#### [DIRECTIONS]
Please return every line in the following data that includes the string "lineWidth".

----- SUPPLIED ENTRIES -----

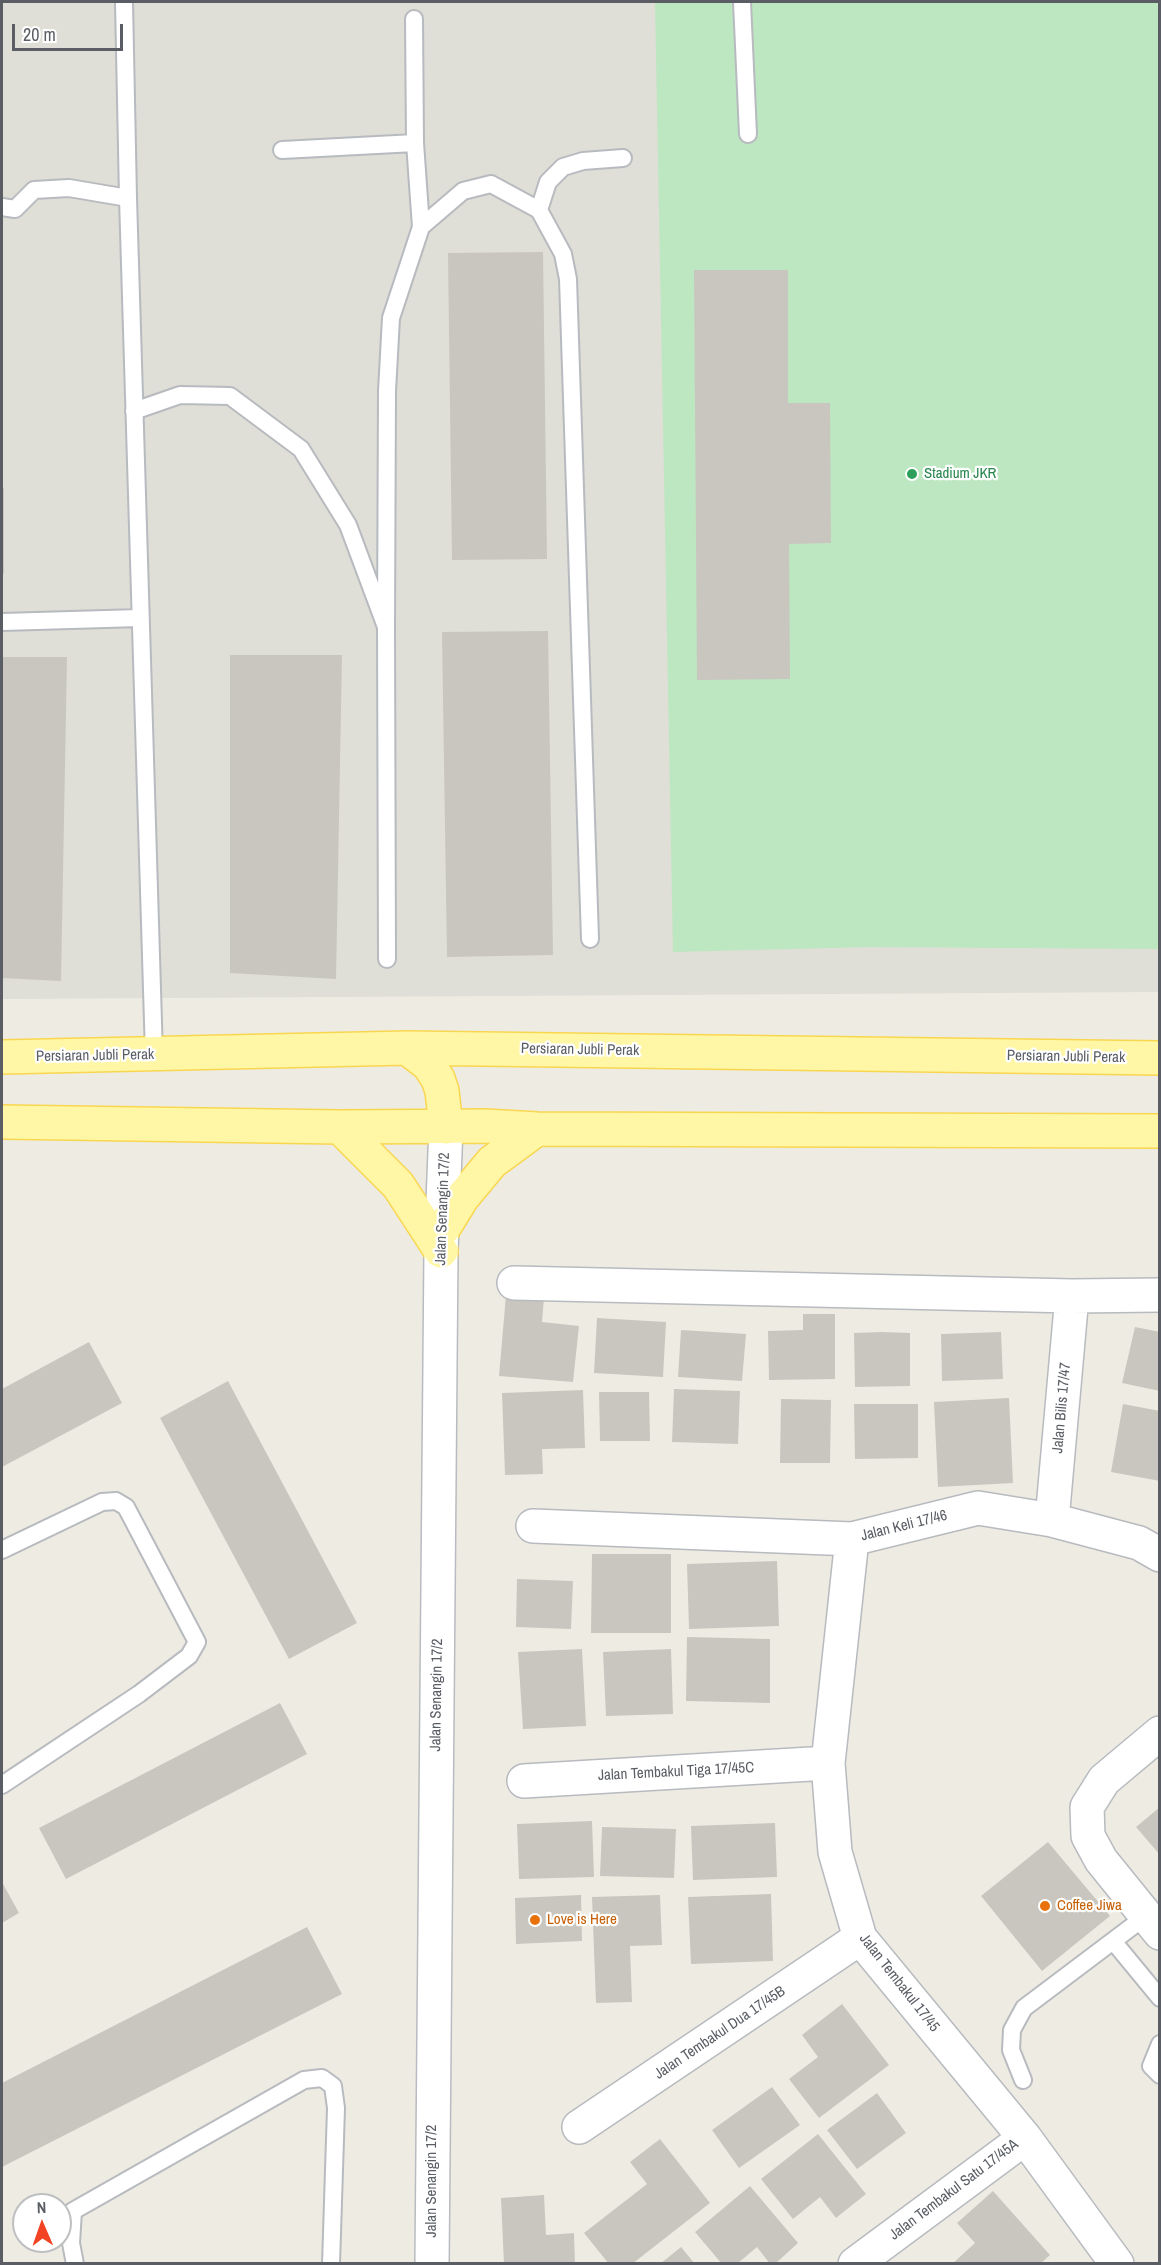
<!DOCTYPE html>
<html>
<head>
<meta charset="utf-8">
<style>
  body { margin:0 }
  #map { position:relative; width:1161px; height:2265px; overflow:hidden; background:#eeece2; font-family:"Archivo Narrow",sans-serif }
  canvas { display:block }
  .frame { position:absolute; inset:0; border:3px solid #5a5e64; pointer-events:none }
  .north { position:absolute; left:12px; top:2193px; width:60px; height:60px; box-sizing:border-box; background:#fff; border:2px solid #bdbfc1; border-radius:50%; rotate:358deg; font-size:16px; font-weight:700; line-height:24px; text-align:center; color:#5a5e64 }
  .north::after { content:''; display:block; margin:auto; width:21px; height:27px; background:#f24324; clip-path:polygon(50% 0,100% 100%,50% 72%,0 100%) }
  .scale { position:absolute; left:12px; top:24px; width:111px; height:27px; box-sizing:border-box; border:3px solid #5a5e64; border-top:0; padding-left:8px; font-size:18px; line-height:21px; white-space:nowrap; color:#5a5e64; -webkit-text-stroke:4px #fff; paint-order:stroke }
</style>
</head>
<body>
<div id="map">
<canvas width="1161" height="2265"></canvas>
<div class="frame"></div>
<div class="north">N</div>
<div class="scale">20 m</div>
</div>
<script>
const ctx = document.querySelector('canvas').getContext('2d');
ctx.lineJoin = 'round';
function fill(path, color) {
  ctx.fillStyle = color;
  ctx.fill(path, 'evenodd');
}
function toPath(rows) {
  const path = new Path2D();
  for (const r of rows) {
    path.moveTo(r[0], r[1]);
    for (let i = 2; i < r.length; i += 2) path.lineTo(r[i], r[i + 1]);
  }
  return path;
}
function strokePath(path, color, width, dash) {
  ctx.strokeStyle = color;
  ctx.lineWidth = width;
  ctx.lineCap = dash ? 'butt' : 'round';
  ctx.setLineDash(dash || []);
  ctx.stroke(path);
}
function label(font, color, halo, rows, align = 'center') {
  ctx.font = font + ' "Archivo Narrow",sans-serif';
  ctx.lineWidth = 4.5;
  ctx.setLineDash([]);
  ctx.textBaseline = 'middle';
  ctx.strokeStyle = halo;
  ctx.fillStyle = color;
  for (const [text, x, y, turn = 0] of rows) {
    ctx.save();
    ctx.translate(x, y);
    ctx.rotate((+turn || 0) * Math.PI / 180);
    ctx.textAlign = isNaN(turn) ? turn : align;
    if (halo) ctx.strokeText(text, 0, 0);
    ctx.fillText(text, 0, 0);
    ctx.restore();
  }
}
fill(toPath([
  [2,2,1159,2,1159,992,2,999]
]), '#dfded7');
fill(toPath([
  [655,2,1159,2,1159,949,870,947,673,952]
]), '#bde7c0');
fill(toPath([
  [543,252,547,559,452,560,448,253],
  [694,270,788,270,788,403,830,403,831,543,789,544,790,679,697,680],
  [2,488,4,488,4,574,2,574],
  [548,631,553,955,447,957,442,632],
  [230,655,342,655,336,979,230,973],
  [2,657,67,657,61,981,2,978],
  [506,1295,544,1298,542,1322,579,1326,573,1382,499,1376],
  [803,1314,835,1314,835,1379,769,1380,768,1331,803,1330],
  [597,1318,666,1322,663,1377,594,1373],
  [1135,1327,1160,1332,1160,1391,1122,1383],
  [681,1330,746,1334,742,1381,678,1377],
  [882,1332,910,1333,910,1386,855,1387,854,1333],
  [1001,1332,1003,1379,942,1381,941,1334],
  [89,1342,122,1403,2,1467,2,1389],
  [228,1381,357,1623,289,1659,160,1418],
  [674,1389,740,1391,738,1444,672,1442],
  [583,1390,585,1448,542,1449,543,1474,505,1475,502,1393],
  [599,1392,649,1392,650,1441,600,1441],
  [1009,1398,1013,1483,938,1487,934,1402],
  [781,1399,831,1400,830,1463,780,1463],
  [854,1404,918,1404,918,1458,855,1459],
  [1123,1404,1160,1411,1160,1481,1111,1472],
  [592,1554,671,1554,671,1633,591,1633],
  [777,1561,779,1626,689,1629,687,1564],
  [517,1579,573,1581,571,1629,516,1627],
  [687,1637,770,1639,770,1703,686,1701],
  [582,1649,586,1726,523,1729,518,1652],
  [671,1649,673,1714,606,1716,603,1652],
  [280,1703,307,1754,66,1879,39,1828],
  [1160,1807,1160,1855,1136,1827],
  [592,1821,594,1877,519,1879,517,1824],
  [775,1823,777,1877,693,1880,691,1826],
  [602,1827,676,1829,674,1878,600,1876],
  [1048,1842,1110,1916,1042,1971,981,1896],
  [2,1882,19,1913,2,1923],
  [771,1894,773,1961,691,1964,688,1897],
  [581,1895,582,1941,516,1944,515,1898],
  [660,1895,662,1945,630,1946,632,2002,596,2003,592,1897],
  [307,1927,342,1994,2,2167,2,2083],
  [842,2004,889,2065,819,2118,789,2079,818,2057,802,2035],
  [772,2087,800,2125,739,2168,712,2130],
  [877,2093,906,2133,857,2169,827,2130],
  [818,2134,866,2194,836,2218,820,2197,793,2219,761,2179],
  [660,2139,710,2203,632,2264,609,2264,584,2233,647,2184,630,2162],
  [750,2186,798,2243,775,2264,770,2264,757,2247,737,2264,722,2264,695,2232],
  [993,2191,1050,2255,1040,2264,952,2264,975,2243,957,2223],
  [544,2195,546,2235,574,2233,575,2264,504,2264,501,2198],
  [681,2247,695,2264,660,2264]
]), '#c9c6bf');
const lane = toPath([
  [124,2,128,198,154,1055],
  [742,2,748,134],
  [282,150,415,143],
  [2,207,15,209,34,190,69,188,128,198],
  [539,210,563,254,568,279,590,939],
  [421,227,463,191,491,184,539,210,548,182,563,167,583,161,623,158],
  [134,411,180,395,230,396,301,449,348,525,386,627,387,391,391,318,421,227,415,143,414,19],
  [2,622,140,618],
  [386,627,387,959],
  [2,1550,102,1502,116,1501,126,1507,197,1642,189,1656,139,1694,2,1785],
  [1113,1941,1160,1998],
  [1160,2044,1151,2066,1160,2075],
  [1023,2080,1011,2050,1012,2030,1024,2008,1146,1916],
  [75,2264,71,2243,73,2211,304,2080,322,2078,333,2086,336,2108,331,2264]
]);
const street = toPath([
  [514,1283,1072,1296,1160,1295],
  [1052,1520,1072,1296],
  [533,1526,852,1539,978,1508,1052,1520,1139,1543,1160,1555],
  [852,1539,828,1763,835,1852,860,1938,1025,2138,1117,2264],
  [1160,1733,1104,1780,1087,1807,1088,1836,1101,1860,1160,1933],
  [524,1781,828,1763],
  [579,2127,860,1938],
  [855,2264,1025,2138]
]);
const secondary = toPath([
  [432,2264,441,1251,446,1127]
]);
const primary = toPath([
  [407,1048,429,1065,438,1079,442,1091,446,1127],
  [2,1057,407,1048,1160,1058],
  [2,1122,340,1127,485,1126,537,1129,1160,1131],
  [340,1127,398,1185,441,1251],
  [443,1229,462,1198,492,1162,537,1129]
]);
strokePath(lane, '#b7babf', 20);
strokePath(street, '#b7babf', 36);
strokePath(secondary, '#b8bbc1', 36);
strokePath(primary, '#f9d650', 36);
strokePath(lane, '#fff', 16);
strokePath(street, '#fff', 33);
strokePath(secondary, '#fff', 33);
strokePath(primary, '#fff7a6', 33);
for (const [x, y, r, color] of [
  [912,474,6,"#2e9e5b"],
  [1045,1906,6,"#e8710a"],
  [535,1920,6,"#e8710a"]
]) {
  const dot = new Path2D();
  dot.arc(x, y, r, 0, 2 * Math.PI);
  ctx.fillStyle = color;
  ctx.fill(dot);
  strokePath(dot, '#fff', 2);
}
label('15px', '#27864d', '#fff', [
  ["Stadium JKR",924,474]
], 'left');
label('15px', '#5a5e64', '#fff', [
  ["Persiaran Jubli Perak",580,1050,1],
  ["Persiaran Jubli Perak",95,1056,-1],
  ["Persiaran Jubli Perak",1066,1057,1],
  ["Jalan Senangin 17/2",443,1209,-88],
  ["Jalan Bilis 17/47",1062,1408,-85],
  ["Jalan Keli 17/46",904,1526,-14],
  ["Jalan Senangin 17/2",437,1695,-89],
  ["Jalan Tembakul Tiga 17/45C",676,1772,-3],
  ["Jalan Tembakul 17/45",899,1983,52],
  ["Jalan Tembakul Dua 17/45B",720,2033,-34],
  ["Jalan Senangin 17/2",432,2181,-90],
  ["Jalan Tembakul Satu 17/45A",954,2190,-37]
]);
label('15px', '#c56008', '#fff', [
  ["Coffee Jiwa",1057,1906],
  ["Love is Here",547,1920]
], 'left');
</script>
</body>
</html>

-----

#### [FINISHED TASK]
  ctx.lineWidth = width;
  ctx.lineWidth = 4.5;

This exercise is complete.